WHAT THIS TASK INVOLVES: Your response should be an exact transcription of the data, images excluded.

[Stored data entries]
════════
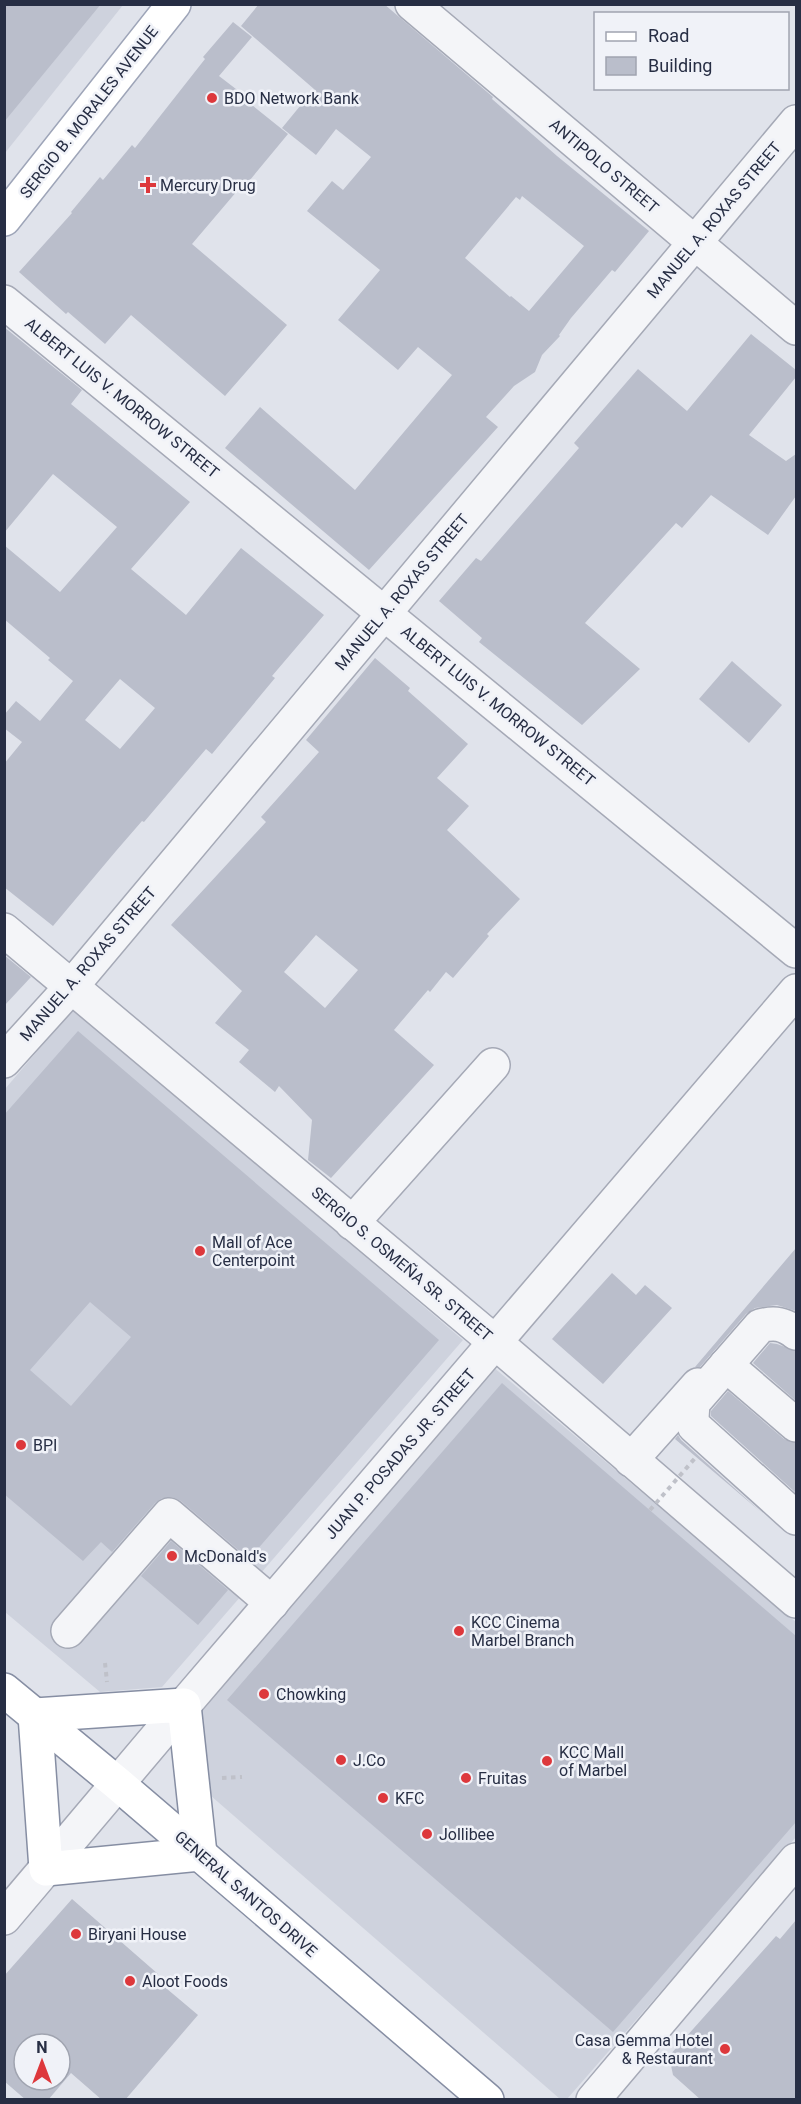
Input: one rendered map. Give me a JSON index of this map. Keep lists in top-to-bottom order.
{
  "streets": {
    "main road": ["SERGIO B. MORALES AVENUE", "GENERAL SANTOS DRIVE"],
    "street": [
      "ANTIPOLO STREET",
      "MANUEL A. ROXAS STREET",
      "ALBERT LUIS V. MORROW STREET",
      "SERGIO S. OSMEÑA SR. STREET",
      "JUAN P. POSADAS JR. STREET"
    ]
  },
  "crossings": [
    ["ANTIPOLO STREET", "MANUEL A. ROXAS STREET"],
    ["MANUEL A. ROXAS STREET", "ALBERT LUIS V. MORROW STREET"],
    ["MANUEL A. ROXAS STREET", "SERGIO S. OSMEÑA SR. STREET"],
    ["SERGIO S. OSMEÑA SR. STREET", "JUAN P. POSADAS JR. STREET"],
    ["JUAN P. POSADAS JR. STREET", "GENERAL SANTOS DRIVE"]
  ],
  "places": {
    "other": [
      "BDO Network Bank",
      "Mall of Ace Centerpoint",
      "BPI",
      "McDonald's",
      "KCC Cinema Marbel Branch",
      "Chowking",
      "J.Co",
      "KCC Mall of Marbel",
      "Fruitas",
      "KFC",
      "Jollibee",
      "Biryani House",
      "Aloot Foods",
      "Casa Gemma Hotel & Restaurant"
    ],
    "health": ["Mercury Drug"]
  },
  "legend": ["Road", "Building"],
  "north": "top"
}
════════
RESULT:
Input: one rendered map. Give me a JSON index of this map. Keep lists in top-to-bottom order.
{
  "streets": {
    "main road": ["SERGIO B. MORALES AVENUE", "GENERAL SANTOS DRIVE"],
    "street": [
      "ANTIPOLO STREET",
      "MANUEL A. ROXAS STREET",
      "ALBERT LUIS V. MORROW STREET",
      "SERGIO S. OSMEÑA SR. STREET",
      "JUAN P. POSADAS JR. STREET"
    ]
  },
  "crossings": [
    ["ANTIPOLO STREET", "MANUEL A. ROXAS STREET"],
    ["MANUEL A. ROXAS STREET", "ALBERT LUIS V. MORROW STREET"],
    ["MANUEL A. ROXAS STREET", "SERGIO S. OSMEÑA SR. STREET"],
    ["SERGIO S. OSMEÑA SR. STREET", "JUAN P. POSADAS JR. STREET"],
    ["JUAN P. POSADAS JR. STREET", "GENERAL SANTOS DRIVE"]
  ],
  "places": {
    "other": [
      "BDO Network Bank",
      "Mall of Ace Centerpoint",
      "BPI",
      "McDonald's",
      "KCC Cinema Marbel Branch",
      "Chowking",
      "J.Co",
      "KCC Mall of Marbel",
      "Fruitas",
      "KFC",
      "Jollibee",
      "Biryani House",
      "Aloot Foods",
      "Casa Gemma Hotel & Restaurant"
    ],
    "health": ["Mercury Drug"]
  },
  "legend": ["Road", "Building"],
  "north": "top"
}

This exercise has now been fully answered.